Lebih parahnya diketahui pas udah nikah. Nah lho gimana tuh? Ya bisa dibantu sih dengan konseling rutin ke psikolog klinis di bidang seksualitas trus juga rajin-rajin konsul sama psikolog keluarga. Insha Allah tercerahkan. Hehehe. Tapi perubahan tetap datang dari diri sendiri.

Begitupun orang dengan SMD gak bisa selalu berekspektasi demikian terhadap pasangannya. Dan belum tentu juga bisa membentuk preferensi seksual pasangan jadi SSD. Balik lagi ke pilihan dan kenyamanan masing-masing sih. Gitu.

Trus kalau orang dgn SSD ketemu SMD dan mereka klop, sexual life-nya menyenangkan, well-being-nya oke, masa disebut gangguan? Nah, harus ditelaah dulu nih. Kayak tadi-tadi, ada stres gak kalau melakukan atau tidak melakukan?

Sebenarnya ini dibahas di kelas. Psikolog juga kesulitan memberikan treatment ketika justru BDSM menjadi hal yang menyenangkan di ranjang. Padahal kita tau bahwa hal tersebut dapat mengancam nyawa dan menjadi nggak sehat secara fisik.

Jadi intinya, parafilia ini ada. Tapi kebanyakan terselubung. Nggak gitu jelas kelihatan ciri-cirinya kecuali dirasakan sendiri. Itupun dikatakan gangguan ketika berlangsung minimal 6 bulan, ada distres, mengganggu atau membahayakan orang lain. Faktor penyebabnya ada banyak, tergantung dari gangguannya apa dulu. Bisa jadi dari lingkungan, kondisi traumatis di masa kecil, dan sebagainya.

Oh iya, individu dengan parafilia ini ada juga yang mengalami lebih dari satu gangguan parafilia. Misal eksibisionis & cross-dressing juga. Gangguan parafilianya ini bisa jadi faktor pendorong seseorang untuk memperkosa gak?
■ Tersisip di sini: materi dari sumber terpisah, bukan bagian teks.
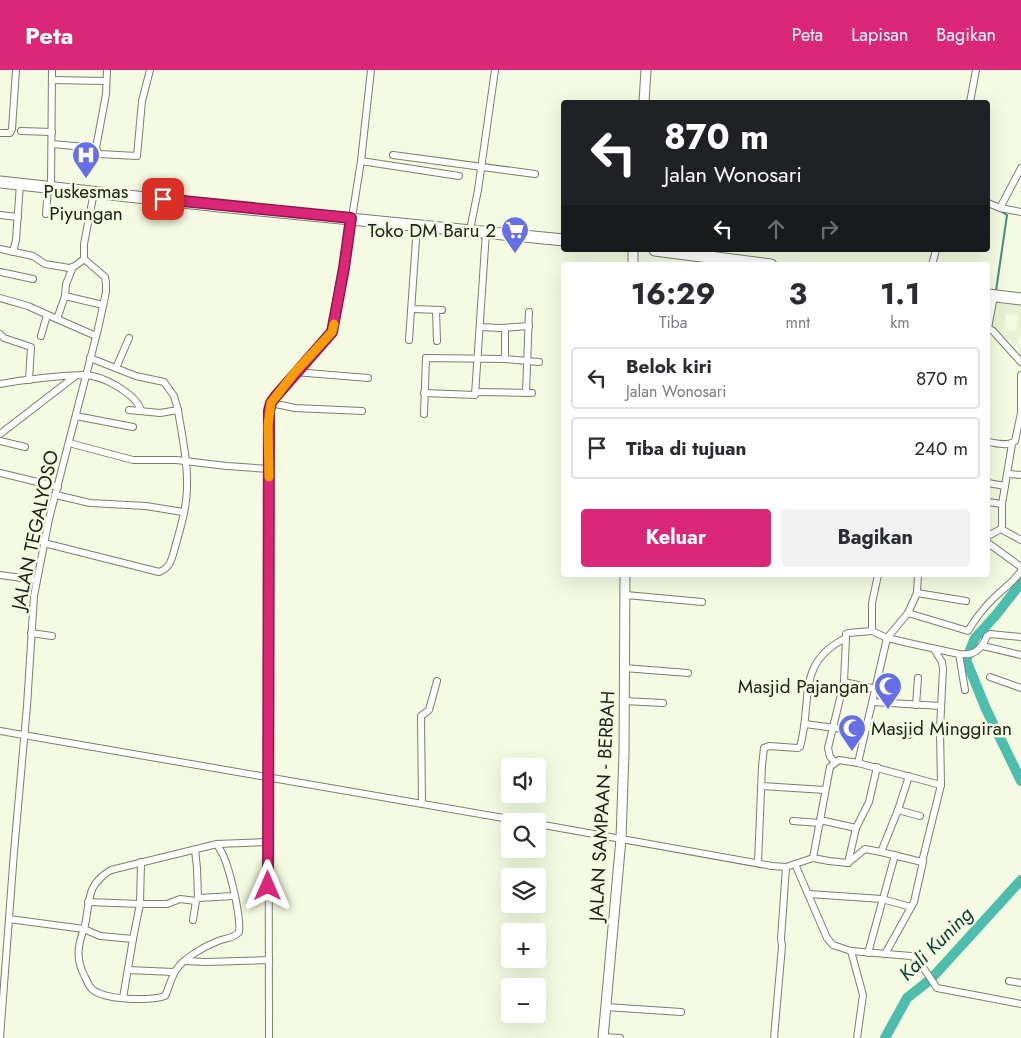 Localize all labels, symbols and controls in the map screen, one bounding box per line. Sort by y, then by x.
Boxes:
text: Peta [25,18,74,53]
text: Peta [792,22,823,48]
text: Lapisan [851,22,908,48]
text: Bagikan [936,22,996,48]
text: 870 m [664,112,769,162]
icon: left [581,120,646,185]
hospital icon: Puskesmas Piyungan [71,140,101,179]
text: Jalan Wonosari [664,158,802,190]
place label: Puskesmas Piyungan [44,178,129,227]
pin [142,178,184,220]
icon: arrive [149,185,177,213]
supermarket icon: Toko DM Baru 2 [500,215,530,254]
icon: left [709,215,737,243]
icon: ahead [762,215,790,243]
icon: right [815,215,843,243]
place label: Toko DM Baru 2 [368,217,496,244]
text: 16:29 [631,272,716,315]
text: 3 [788,272,807,315]
text: 1.1 [880,272,920,315]
text: Tiba [659,311,687,334]
text: mnt [785,311,810,334]
text: km [890,311,910,334]
text: Belok kiri [626,353,712,380]
icon: left [583,364,611,392]
text: 870 m [916,365,968,392]
text: Jalan Wonosari [626,380,726,403]
icon: arrive [583,434,611,462]
text: Tiba di tujuan [626,435,746,462]
text: 240 m [914,435,968,462]
street label: JALAN TEGALYOSO [4,448,65,615]
button: Keluar [581,509,771,567]
button: Bagikan [781,509,970,567]
mosque icon: Masjid Pajangan [873,671,903,710]
place label: Masjid Pajangan [738,673,869,700]
street label: JALAN SAMPAAN - BERBAH [582,690,622,925]
mosque icon: Masjid Minggiran [837,713,867,752]
place label: Masjid Minggiran [871,715,1012,742]
map controls [501,758,546,1023]
button: sound [501,758,546,803]
button: search [501,813,546,858]
position arrow [241,859,293,911]
button: layers [501,868,546,913]
water label: Kali Kuning [892,900,980,988]
button: + [501,923,546,968]
button: − [501,978,546,1023]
Belum tentu. Tapi bisa jadi. Perkosaan dan parafilia sebenarnya beda ranah pembahasan. Karena sejatinya parafilia itu penyimpangan kepuasan seksual yang tidak lazim.

Kalau bicara perkosaan kan tindakan kekerasan seksual. Beda bahasan lagi itu. Kepuasan seksual dalam perkosaan yang dirasakan pelaku seperti layaknya melakukan hubungan seksual pada umumnya. Kalau parafilia perasaan puasnya dari hal-hal yang gak wajar.